Google open sources DeepLab-v3+: A model for Semantic Image Segmentation using TensorFlow

DeepLab-v3+, Google’s latest and best performing Semantic Image Segmentation model is now open sourced!

DeepLab is a state-of-the-art deep learning model for semantic image segmentation, with the goal to assign semantic labels (e.g., person, dog, cat and so on) to every pixel in the input image. Assigning these semantic labels sets a much stricter localization accuracy requirements than other visual entity recognition tasks such as image-level classification or bounding box-level detection. Examples of semantic image segmentation tasks include synthetic shallow depth-of-field effect shipped in the portrait mode of the Pixel 2 and Pixel 2 XL smartphones and mobile real-time video segmentation.

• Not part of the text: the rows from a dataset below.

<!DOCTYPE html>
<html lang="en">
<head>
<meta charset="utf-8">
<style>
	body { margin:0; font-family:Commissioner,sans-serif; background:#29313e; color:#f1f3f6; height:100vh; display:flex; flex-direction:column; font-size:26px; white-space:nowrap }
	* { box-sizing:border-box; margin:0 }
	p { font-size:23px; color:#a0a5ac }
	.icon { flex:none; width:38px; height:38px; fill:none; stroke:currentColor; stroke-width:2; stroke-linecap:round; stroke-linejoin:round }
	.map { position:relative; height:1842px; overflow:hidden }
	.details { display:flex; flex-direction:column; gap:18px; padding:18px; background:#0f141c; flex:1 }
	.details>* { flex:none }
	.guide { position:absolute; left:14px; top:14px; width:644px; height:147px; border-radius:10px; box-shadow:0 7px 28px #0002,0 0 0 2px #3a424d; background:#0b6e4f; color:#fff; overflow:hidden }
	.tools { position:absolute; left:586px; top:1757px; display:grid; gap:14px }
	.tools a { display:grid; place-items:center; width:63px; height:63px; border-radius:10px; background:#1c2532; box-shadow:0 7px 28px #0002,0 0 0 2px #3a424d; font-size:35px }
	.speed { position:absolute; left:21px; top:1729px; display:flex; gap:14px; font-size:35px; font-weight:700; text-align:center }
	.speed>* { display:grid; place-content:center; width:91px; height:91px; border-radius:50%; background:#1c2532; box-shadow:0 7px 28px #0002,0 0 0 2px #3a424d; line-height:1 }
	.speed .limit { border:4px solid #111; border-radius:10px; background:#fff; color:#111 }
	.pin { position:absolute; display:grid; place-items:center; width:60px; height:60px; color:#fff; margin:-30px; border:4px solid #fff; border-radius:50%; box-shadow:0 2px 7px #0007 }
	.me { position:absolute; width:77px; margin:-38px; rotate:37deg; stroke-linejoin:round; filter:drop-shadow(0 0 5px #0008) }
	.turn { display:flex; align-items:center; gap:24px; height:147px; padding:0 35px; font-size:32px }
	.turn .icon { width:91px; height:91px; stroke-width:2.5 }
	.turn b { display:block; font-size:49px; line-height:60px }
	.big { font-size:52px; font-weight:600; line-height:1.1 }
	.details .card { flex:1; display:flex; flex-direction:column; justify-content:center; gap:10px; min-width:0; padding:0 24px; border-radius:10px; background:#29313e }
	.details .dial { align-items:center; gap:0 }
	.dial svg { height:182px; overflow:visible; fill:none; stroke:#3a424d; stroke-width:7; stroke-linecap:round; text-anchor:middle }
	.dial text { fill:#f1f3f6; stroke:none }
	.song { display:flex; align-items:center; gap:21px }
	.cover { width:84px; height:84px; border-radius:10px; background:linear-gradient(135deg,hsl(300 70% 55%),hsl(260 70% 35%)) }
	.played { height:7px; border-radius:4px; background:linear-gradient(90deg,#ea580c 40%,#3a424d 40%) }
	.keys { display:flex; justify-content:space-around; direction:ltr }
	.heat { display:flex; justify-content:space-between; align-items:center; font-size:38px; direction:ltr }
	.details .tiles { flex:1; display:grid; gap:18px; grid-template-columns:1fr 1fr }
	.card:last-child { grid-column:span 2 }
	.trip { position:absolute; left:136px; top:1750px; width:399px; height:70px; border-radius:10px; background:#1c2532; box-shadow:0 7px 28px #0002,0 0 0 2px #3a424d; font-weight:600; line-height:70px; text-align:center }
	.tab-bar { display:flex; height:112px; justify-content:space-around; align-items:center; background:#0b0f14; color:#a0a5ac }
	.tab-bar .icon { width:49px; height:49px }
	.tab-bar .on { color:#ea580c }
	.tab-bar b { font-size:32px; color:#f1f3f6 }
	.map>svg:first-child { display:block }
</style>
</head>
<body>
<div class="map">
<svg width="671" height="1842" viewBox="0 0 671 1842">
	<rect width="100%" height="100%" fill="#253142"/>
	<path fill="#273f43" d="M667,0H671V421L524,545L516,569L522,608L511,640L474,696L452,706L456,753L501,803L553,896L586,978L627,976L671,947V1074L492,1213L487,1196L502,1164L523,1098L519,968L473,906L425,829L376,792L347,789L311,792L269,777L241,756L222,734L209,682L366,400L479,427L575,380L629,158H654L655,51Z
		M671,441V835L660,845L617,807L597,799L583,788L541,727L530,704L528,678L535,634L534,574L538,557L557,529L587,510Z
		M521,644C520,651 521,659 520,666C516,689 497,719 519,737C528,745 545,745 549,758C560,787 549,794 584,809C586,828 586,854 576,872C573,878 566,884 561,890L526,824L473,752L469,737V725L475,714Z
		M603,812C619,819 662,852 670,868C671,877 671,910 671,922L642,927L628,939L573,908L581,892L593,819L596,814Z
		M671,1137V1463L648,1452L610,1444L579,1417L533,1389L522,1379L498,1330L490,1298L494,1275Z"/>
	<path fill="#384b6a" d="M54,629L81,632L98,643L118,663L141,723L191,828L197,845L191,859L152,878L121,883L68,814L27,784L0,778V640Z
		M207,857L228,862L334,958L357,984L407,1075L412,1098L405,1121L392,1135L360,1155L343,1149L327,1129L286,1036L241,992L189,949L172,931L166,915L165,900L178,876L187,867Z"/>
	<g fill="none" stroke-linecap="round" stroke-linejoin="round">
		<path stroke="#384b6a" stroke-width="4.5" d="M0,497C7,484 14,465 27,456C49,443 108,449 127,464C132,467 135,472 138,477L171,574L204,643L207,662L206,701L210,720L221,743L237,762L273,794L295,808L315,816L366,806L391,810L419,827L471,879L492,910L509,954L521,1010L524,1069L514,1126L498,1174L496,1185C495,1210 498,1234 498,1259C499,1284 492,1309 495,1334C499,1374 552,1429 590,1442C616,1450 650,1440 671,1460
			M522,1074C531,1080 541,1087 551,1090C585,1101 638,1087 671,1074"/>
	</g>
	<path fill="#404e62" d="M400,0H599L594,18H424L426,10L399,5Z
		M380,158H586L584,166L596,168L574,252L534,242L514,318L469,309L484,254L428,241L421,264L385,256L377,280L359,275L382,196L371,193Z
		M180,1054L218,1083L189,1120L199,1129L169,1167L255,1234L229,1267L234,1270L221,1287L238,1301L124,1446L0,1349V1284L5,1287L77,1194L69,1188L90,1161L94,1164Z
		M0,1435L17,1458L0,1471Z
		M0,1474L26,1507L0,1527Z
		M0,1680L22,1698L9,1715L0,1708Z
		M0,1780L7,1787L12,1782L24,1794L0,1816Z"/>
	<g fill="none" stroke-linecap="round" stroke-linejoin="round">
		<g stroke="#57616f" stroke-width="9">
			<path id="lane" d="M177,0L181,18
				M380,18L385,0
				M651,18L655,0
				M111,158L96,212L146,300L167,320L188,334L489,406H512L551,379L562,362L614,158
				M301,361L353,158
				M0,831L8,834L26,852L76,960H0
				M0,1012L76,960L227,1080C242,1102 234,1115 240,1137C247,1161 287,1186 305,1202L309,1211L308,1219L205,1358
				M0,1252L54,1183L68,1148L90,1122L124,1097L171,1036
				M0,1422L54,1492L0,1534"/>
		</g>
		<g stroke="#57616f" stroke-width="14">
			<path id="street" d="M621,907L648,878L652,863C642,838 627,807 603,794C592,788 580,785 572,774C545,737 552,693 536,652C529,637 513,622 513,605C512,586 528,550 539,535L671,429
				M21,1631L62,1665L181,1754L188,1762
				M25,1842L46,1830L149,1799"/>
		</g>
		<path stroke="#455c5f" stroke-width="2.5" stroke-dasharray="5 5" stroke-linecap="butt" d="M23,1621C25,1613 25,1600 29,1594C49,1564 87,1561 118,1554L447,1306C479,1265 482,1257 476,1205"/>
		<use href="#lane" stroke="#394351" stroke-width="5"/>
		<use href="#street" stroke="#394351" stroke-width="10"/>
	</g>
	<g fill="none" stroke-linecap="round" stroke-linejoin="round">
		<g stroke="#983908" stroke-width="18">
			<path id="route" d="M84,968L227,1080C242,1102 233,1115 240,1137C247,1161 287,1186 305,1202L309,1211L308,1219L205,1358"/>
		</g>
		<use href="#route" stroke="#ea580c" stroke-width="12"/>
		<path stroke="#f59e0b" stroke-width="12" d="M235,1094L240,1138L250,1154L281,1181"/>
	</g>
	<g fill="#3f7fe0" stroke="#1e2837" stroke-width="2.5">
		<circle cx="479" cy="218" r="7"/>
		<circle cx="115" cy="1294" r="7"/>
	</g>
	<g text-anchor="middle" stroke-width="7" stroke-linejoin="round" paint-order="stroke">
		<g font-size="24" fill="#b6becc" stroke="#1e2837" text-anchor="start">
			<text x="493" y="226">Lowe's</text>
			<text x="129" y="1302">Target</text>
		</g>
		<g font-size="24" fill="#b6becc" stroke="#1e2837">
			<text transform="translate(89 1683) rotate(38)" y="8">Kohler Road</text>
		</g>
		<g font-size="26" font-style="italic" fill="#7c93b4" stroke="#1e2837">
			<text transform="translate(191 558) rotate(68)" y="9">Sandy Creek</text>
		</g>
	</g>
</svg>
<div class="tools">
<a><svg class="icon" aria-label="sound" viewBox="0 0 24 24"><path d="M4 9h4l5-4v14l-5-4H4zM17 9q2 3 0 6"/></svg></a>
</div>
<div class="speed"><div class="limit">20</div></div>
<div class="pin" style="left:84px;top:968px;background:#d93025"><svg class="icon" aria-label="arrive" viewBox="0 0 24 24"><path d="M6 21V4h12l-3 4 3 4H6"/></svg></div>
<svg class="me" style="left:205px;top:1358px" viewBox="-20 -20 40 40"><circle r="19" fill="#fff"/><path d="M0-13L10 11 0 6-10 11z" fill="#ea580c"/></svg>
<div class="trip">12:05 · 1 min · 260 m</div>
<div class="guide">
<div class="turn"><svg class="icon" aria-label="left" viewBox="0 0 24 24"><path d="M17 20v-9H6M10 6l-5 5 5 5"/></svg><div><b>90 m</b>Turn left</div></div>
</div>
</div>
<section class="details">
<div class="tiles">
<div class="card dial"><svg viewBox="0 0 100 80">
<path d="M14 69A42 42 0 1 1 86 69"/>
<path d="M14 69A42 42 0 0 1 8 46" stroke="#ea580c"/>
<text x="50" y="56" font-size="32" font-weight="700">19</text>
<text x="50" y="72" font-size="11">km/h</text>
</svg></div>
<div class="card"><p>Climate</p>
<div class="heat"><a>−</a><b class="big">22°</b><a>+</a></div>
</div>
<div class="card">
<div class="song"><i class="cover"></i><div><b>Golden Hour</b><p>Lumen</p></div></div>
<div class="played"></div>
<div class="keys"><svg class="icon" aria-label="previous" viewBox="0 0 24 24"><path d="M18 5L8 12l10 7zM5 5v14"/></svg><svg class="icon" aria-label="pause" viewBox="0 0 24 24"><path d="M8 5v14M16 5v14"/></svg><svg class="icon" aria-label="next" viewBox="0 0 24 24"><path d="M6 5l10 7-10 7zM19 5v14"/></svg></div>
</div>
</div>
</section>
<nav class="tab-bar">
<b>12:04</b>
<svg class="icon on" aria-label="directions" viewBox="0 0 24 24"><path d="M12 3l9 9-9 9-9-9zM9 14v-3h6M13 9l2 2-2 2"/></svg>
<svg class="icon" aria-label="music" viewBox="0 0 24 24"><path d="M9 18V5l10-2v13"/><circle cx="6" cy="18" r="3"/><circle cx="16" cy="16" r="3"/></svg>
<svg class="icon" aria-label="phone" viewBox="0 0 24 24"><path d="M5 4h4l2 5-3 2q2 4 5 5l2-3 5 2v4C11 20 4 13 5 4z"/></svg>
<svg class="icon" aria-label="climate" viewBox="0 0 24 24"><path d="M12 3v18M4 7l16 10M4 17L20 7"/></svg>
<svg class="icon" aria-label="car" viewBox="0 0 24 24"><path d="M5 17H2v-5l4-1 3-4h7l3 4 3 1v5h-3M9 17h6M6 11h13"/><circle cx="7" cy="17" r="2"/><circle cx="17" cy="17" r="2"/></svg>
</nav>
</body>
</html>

DeepLab-v3+ is implemented in TensorFlow and has its models built on top of a powerful convolutional neural network (CNN) backbone architecture for the most accurate results, intended for server-side deployment.

google-open-sources-deeplab-model-semantic-image-segmentation-using-tensorflow-img-0 Source: Google Research blog

Let’s have a look at some of the highlights of DeepLab v3:

Google has extended DeepLab-v3 to include a simple yet effective decoder module to refine the segmentation results especially along object boundaries.
In this encoder-decoder structure one can arbitrarily control the resolution of extracted encoder features by atrous convolution to trade-off precision and runtime.
They has also shared their Tensorflow model training and evaluation code, along with models already pre-trained on the Pascal VOC 2012 and Cityscapes benchmark semantic segmentation tasks.
This version also adopts two network backbones, MobileNetv2 and Xception. MobileNetv2 is a fast network structure designed for mobile devices. Xception is a powerful network structure intended for server-side deployment.